Bioinformatiker trainieren die KI mit großen Datensätzen.

Eckert/ TUM

Die Idee im Forschungsprojekt „DROP2AI“ (Drug Response Prediction using Proteomics and Artificial Intelligence) ist es, Künstliche Intelligenz (KI) so zu trainieren, dass sie vorhersagen kann, welches Medikament bei einem bestimmten Patienten mit einer bestimmten Krebsart am besten wirkt. Dazu nehmen die Projektbeteiligten Proteine in den Blick. Fast alle Medikamente, die Ärztinnen und Ärzte heute gegen Krebserkrankungen beispielsweise im Rahmen einer zielgerichteten Therapie verschreiben, wirken durch Proteine. „Die Bedeutung von Proteinen in der Krebsforschung hat die Wissenschaft lange unterschätzt“, erklärt Professor Dr. Mathias Wilhelm, Bioinformatiker und Projektleiter von DROP2AI an der Technischen Universität München (TUM). Proteine bestimmen aber fast alle Prozesse im menschlichen Körper, sie sind dafür verantwortlich, dass wir „funktionieren“.

Das menschliche Proteom (die Summe aller Proteine im Körper) besteht aus geschätzt etwa einer Million verschiedener Proteine und ist längst noch nicht so weit entschlüsselt und erforscht wie das menschliche Genom (die Summe aller Gene). So weiß die Medizin zwar inzwischen, dass Proteine auch für die unkontrollierte Zellteilung verantwortlich sind, versteht aber oft noch nicht genau, welche Auslösemechanismen dahinterstehen. Gleichzeitig zeigt sich, dass bestimmte Medikamente bei verschiedenen Krebsarten und auch von Mensch zu Mensch unterschiedlich wirken können. Auch hierfür hat die Wissenschaft oft noch keine Erklärung. „Die Förderung durch das Bundesforschungsministerium erlaubt es uns, die Komplexität dieses Problems tiefer zu beleuchten“, sagt Wilhelm. „Wir wissen eigentlich wenig über Tumore und leider noch weniger darüber, warum genau Medikamente funktionieren und wann nicht. Das zu lernen, ist auch für die KI nicht ganz einfach.“

Förderung innovativer Softwaretools

In der Patientenversorgung und der klinischen Forschung wächst die Menge an elektronisch verfügbaren Daten rasant. Intelligente Algorithmen können in diesen riesigen Datensätzen versteckte Muster aufspüren. Sie helfen dabei, Zusammenhänge zu erkennen sowie verbesserte Ansätze für die Prävention, Diagnose und Therapie von Krankheiten zu finden. Mit der Förderinitiative „Computational Life Sciences – CompLS“ treibt das Bundesministerium für Forschung, Technologie und Raumfahrt (BMFTR) die Entwicklung innovativer Softwaretools für die Lebenswissenschaften voran. Einer der Schwerpunkte ist die Nutzung von Methoden der Künstlichen Intelligenz in der Biomedizin. Seit 2018 hat das BMFTR rund 52 Millionen Euro für mehr als 70 Forschungsprojekte in diesem Bereich bereitgestellt.

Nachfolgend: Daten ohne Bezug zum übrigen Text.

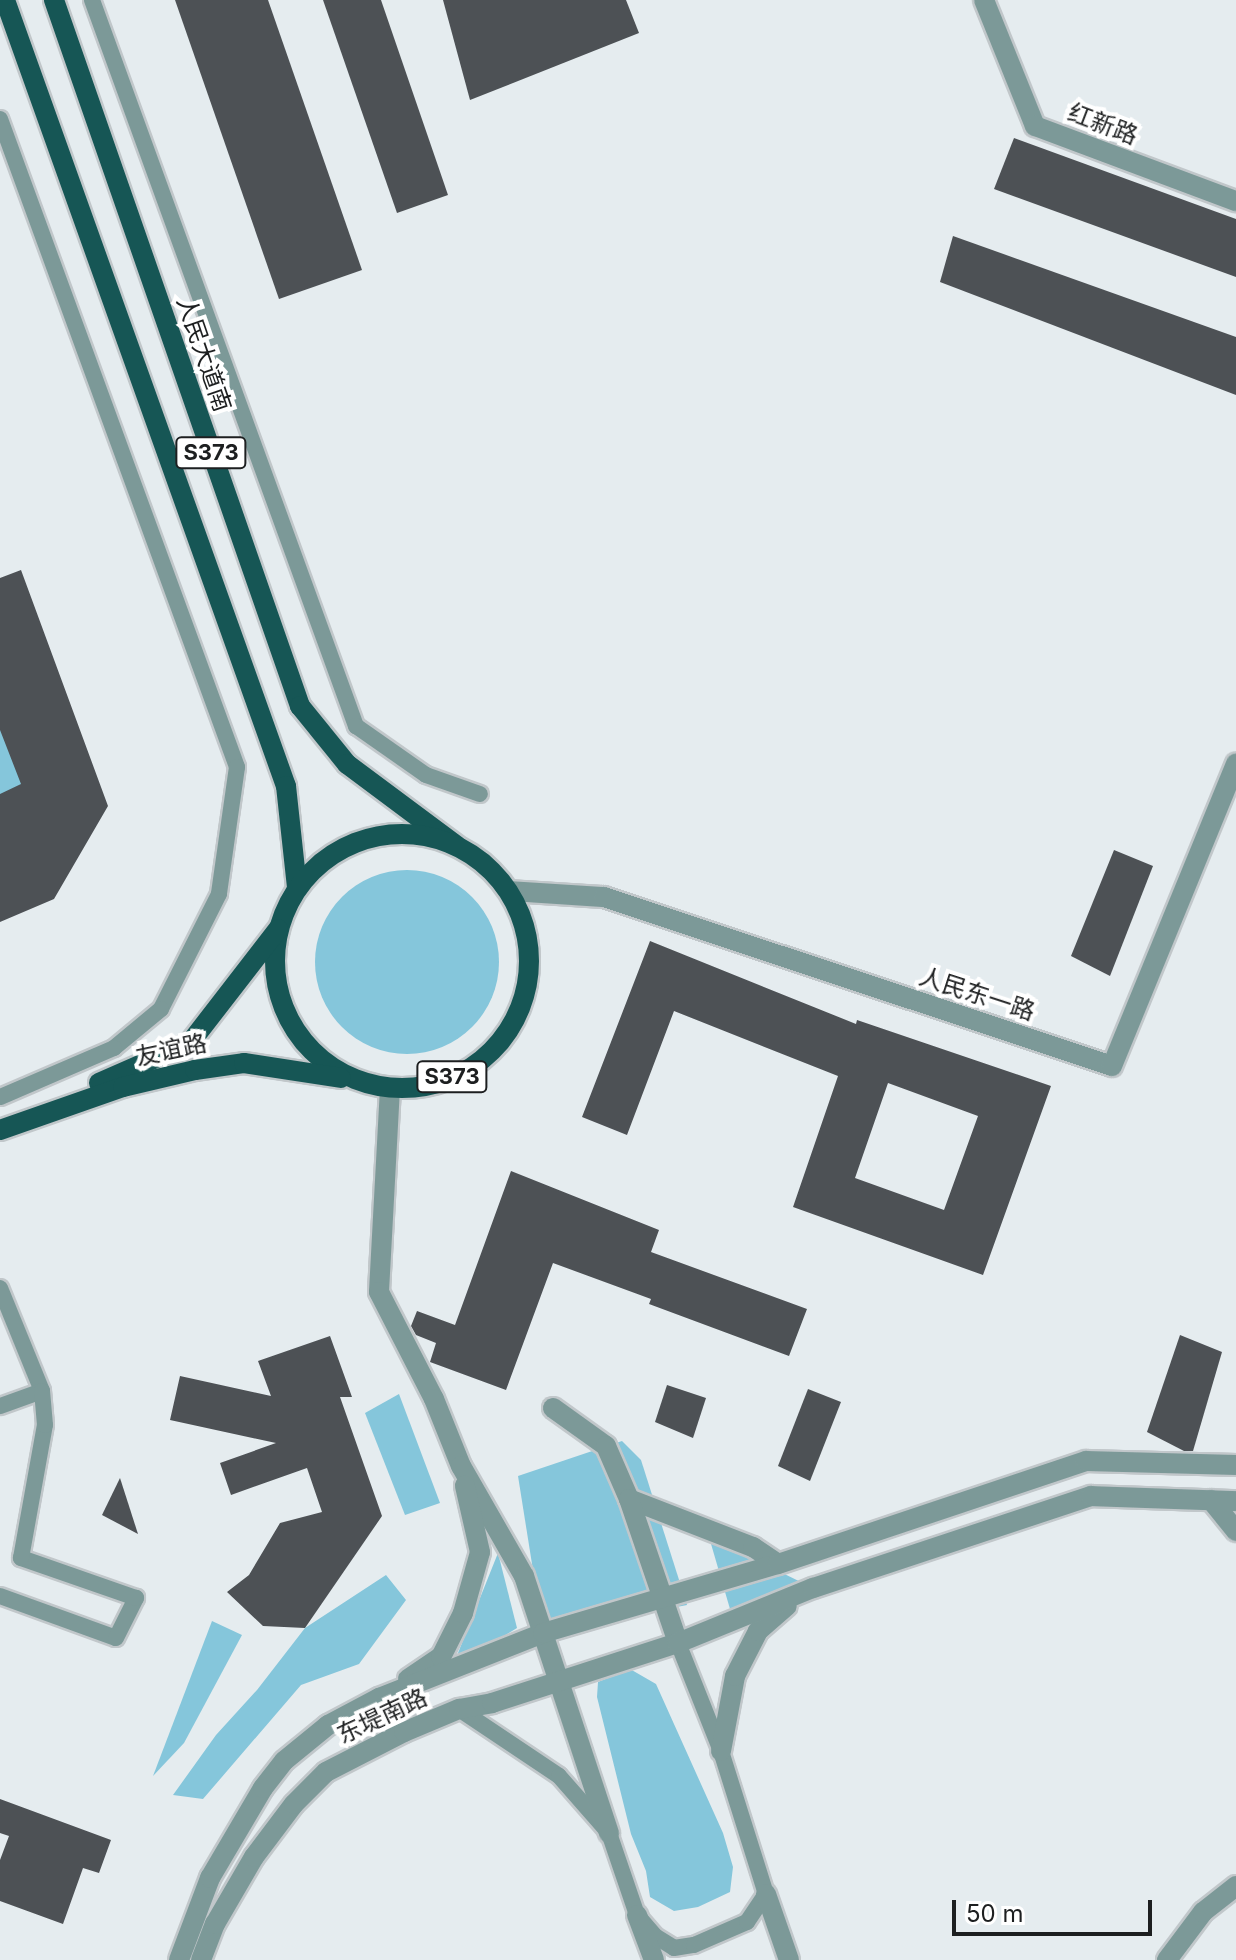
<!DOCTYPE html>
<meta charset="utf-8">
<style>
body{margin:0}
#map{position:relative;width:1236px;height:1960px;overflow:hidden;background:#e5ecef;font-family:Inter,"Noto Sans SC",sans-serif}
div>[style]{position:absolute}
.green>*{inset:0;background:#85c6db}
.round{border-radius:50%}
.building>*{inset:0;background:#4d5155}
.roads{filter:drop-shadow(2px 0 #c1c7ca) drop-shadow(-2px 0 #c1c7ca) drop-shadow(0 2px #c1c7ca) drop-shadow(0 -2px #c1c7ca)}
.service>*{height:16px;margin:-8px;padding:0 8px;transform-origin:8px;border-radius:8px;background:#7c9998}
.minor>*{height:20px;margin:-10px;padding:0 10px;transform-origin:10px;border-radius:10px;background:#7c9998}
.primary>*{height:20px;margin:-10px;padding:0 10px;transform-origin:10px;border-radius:10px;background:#165655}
.primary>.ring{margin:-10px;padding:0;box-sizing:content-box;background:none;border:20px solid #165655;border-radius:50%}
span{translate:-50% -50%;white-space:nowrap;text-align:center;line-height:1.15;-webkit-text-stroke:8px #fff;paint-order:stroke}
.shield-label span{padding:2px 6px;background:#fff;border:2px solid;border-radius:6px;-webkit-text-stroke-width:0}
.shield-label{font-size:22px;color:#1d1f20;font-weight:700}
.street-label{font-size:24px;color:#1d1f20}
.scale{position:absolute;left:952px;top:1900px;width:200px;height:36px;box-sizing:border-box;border:4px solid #1d1f20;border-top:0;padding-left:10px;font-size:24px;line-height:28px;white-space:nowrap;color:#1d1f20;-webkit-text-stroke:6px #fff;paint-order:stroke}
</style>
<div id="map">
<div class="green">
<div style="clip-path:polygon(0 727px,30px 805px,0 815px)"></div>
<div class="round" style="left:315px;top:870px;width:184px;height:184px"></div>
<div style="clip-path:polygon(399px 1394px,440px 1503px,405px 1515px,365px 1413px)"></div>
<div style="clip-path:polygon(622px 1441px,641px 1460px,687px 1605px,543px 1633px,518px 1476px)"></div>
<div style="clip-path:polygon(709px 1537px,813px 1588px,730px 1609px)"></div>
<div style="clip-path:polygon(498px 1553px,517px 1628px,452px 1668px)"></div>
<div style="clip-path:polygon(386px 1575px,406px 1600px,359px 1664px,301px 1685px,203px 1799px,173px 1795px,216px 1735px,257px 1690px,305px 1628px)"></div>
<div style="clip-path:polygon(212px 1621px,242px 1635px,184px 1743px,153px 1776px)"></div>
<div style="clip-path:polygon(630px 1669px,656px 1684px,723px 1833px,733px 1867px,730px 1892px,698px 1907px,674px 1911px,650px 1897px,646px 1871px,631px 1834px,597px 1697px,598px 1682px)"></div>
</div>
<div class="building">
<div style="clip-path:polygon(175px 0,268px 0,362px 270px,279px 299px)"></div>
<div style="clip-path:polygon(323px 0,381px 0,448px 195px,397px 213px)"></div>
<div style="clip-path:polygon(443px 0,626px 0,639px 33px,470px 100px)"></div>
<div style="clip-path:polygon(1014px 138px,1236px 219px,1236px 277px,994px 189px)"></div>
<div style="clip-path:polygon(953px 236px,1236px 337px,1236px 395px,940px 282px)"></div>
<div style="clip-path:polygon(21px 570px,108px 806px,54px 899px,0 922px,0 794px,21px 784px,0 730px,0 578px)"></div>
<div style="clip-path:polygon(1114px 850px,1153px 866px,1110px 976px,1071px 956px)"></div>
<div style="clip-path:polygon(evenodd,650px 941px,856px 1024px,857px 1020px,1051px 1086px,983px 1275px,793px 1207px,838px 1076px,674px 1011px,627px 1135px,582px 1117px,650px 941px,888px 1083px,978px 1116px,944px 1210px,855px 1178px,888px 1083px)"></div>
<div style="clip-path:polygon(511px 1171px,659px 1230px,651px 1252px,807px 1309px,789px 1356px,649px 1304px,651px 1299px,553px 1263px,506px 1390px,430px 1362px,436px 1343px,416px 1335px,411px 1326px,417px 1311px,455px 1325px)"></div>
<div style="clip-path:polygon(1180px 1335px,1222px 1352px,1193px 1451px,1184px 1451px,1147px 1432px)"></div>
<div style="clip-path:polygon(330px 1336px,352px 1397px,340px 1397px,382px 1516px,305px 1628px,263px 1626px,227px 1592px,249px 1575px,280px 1523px,322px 1512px,307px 1468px,231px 1495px,220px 1463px,276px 1443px,170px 1420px,180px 1376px,271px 1396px,258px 1361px)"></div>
<div style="clip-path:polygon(667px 1385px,706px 1398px,693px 1438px,655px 1422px)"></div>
<div style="clip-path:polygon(808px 1389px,841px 1402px,810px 1481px,778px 1466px)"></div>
<div style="clip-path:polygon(120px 1478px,138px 1534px,102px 1515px)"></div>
<div style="clip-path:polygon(0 1799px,111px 1840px,99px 1873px,83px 1868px,63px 1924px,0 1901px,0 1860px,9px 1836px,0 1833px)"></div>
</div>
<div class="roads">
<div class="service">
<div style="left:92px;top:0;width:773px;rotate:70.02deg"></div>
<div style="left:356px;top:726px;width:85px;rotate:35deg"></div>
<div style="left:426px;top:775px;width:57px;rotate:19.4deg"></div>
<div style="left:0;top:119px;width:690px;rotate:69.91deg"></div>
<div style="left:237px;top:767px;width:128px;rotate:98.1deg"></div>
<div style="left:219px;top:894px;width:129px;rotate:116.8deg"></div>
<div style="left:161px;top:1009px;width:61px;rotate:140.3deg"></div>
<div style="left:114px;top:1048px;width:124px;rotate:156.7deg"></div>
<div style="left:0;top:1288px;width:111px;rotate:67.8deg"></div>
<div style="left:42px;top:1391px;width:45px;rotate:160.3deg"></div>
<div style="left:0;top:1596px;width:123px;rotate:19.9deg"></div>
<div style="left:116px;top:1638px;width:45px;rotate:-63.4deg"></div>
<div style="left:136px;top:1598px;width:122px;rotate:-160.8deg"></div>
<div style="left:21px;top:1558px;width:135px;rotate:-79.8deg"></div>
<div style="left:45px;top:1425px;width:34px;rotate:-95deg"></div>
<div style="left:459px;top:1709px;width:120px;rotate:33.8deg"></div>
<div style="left:559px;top:1776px;width:76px;rotate:48.7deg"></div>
<div style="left:609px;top:1833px;width:87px;rotate:71.1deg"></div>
<div style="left:637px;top:1915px;width:28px;rotate:49deg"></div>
<div style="left:655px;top:1936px;width:22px;rotate:32deg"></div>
<div style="left:674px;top:1948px;width:20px;rotate:-9deg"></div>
<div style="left:694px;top:1945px;width:58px;rotate:-23.5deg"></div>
<div style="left:747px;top:1922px;width:34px;rotate:-56deg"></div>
<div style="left:766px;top:1894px;width:150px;rotate:-107.5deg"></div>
<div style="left:721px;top:1751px;width:116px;rotate:-111.7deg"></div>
</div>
<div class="minor">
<div style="left:984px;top:0;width:136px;rotate:68deg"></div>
<div style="left:1035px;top:126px;width:215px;rotate:20.5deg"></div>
<div style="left:510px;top:891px;width:94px;rotate:3.7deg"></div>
<div style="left:604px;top:897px;width:535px;rotate:18.4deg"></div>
<div style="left:1112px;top:1066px;width:327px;rotate:-67.7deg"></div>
<div style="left:390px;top:1088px;width:204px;rotate:93.1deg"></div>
<div style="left:379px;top:1292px;width:120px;rotate:62.8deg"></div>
<div style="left:434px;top:1399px;width:72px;rotate:68.1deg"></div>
<div style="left:461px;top:1466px;width:127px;rotate:60.2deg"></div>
<div style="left:524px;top:1576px;width:271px;rotate:71.7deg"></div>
<div style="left:553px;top:1408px;width:65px;rotate:35.6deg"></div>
<div style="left:606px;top:1446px;width:58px;rotate:66.5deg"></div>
<div style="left:629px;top:1499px;width:133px;rotate:21.2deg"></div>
<div style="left:753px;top:1547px;width:30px;rotate:34deg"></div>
<div style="left:629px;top:1499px;width:152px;rotate:71.2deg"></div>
<div style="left:1211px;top:1500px;width:40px;rotate:51deg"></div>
<div style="left:408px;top:1679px;width:40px;rotate:-34deg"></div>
<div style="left:441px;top:1657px;width:49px;rotate:-63.4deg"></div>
<div style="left:463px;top:1613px;width:63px;rotate:-74.4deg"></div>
<div style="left:480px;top:1552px;width:68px;rotate:-102.8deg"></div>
<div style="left:721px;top:1751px;width:76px;rotate:-79.4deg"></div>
<div style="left:735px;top:1676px;width:51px;rotate:-62.9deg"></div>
<div style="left:758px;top:1631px;width:38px;rotate:-41deg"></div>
<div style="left:766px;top:1894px;width:70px;rotate:70.8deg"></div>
<div style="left:637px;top:1915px;width:48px;rotate:69.3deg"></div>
<div style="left:179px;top:1960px;width:88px;rotate:-69.3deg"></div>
<div style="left:210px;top:1878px;width:104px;rotate:-59.5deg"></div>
<div style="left:263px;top:1788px;width:34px;rotate:-52deg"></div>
<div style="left:284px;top:1761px;width:57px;rotate:-39.3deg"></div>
<div style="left:328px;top:1725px;width:58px;rotate:-27.9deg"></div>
<div style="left:379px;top:1698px;width:176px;rotate:-21.6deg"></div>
<div style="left:543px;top:1633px;width:245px;rotate:-16.4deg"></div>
<div style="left:778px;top:1564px;width:325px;rotate:-18.5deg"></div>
<div style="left:1086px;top:1461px;width:150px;rotate:1.5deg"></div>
<div style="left:201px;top:1960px;width:39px;rotate:-69deg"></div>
<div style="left:215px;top:1924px;width:78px;rotate:-59.8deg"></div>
<div style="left:254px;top:1857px;width:66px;rotate:-53deg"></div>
<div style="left:294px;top:1804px;width:45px;rotate:-45deg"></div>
<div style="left:326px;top:1772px;width:88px;rotate:-27.1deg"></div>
<div style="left:404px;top:1732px;width:60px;rotate:-22.7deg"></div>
<div style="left:459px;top:1709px;width:34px;rotate:-10deg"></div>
<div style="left:492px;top:1703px;width:195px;rotate:-17.9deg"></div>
<div style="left:678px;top:1643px;width:146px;rotate:-22.2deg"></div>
<div style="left:813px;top:1588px;width:293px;rotate:-18.3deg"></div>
<div style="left:1091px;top:1496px;width:145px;rotate:2deg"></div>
<div style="left:1167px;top:1960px;width:60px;rotate:-53.1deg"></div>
<div style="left:1203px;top:1912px;width:42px;rotate:-38.2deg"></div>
</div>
<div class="primary">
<div style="left:5px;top:0;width:835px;rotate:70.33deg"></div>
<div style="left:286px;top:786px;width:103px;rotate:83.8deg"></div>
<div style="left:54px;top:0;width:748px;rotate:70.79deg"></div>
<div style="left:300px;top:706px;width:75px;rotate:51deg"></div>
<div style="left:347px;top:764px;width:137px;rotate:36.7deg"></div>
<div class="ring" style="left:275px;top:834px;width:234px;height:234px"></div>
<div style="left:99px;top:1083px;width:99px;rotate:-23.7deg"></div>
<div style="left:190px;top:1043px;width:144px;rotate:-52.3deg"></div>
<div style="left:0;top:1130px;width:130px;rotate:-19.3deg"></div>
<div style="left:123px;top:1087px;width:74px;rotate:-13.3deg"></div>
<div style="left:195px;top:1070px;width:49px;rotate:-8.1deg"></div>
<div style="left:244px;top:1063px;width:98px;rotate:8.8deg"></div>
</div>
</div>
<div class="shield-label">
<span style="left:211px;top:453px">S373</span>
<span style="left:452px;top:1077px">S373</span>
</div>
<div class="street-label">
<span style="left:1103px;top:124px;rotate:21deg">红新路</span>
<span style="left:204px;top:354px;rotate:71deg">人民大道南</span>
<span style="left:977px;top:994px;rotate:18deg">人民东一路</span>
<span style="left:171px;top:1050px;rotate:-12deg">友谊路</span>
<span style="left:382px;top:1716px;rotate:-25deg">东堤南路</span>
</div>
<div class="scale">50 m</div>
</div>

Bisherige Standardbehandlung schlägt nicht immer an

Momentan ist für eine Krebsart häufig eine Standardbehandlung vorgesehen. Dabei gibt es Krebsarten, bei denen nur etwa zehn Prozent der Betroffenen auf diese Behandlung ansprechen. Daher ist sich die Forschung heute weitgehend einig darüber, dass langfristig personalisierte Behandlungsstrategien nötig sind. Tatsächlich spielt die Individualität eines jeden Menschen bei vielen Krebserkrankungen eine entscheidende Rolle. Es gibt Medikamente, die bei der gleichen Krebsart bei zwei unterschiedlichen Menschen auch unterschiedlich wirken – und bei einer dritten Person gar nicht anschlagen. Hier kommt die KI ins Spiel und soll genau diese Wahrscheinlichkeit voraussagen. Das ist komplex, weil die Kombinationsmöglichkeiten aus unterschiedlichen Bedingungen bei jedem einzelnen Menschen, unterschiedlichen Krebsarten und verschiedenen Medikamenten in unterschiedlicher Dosierung enorm sind.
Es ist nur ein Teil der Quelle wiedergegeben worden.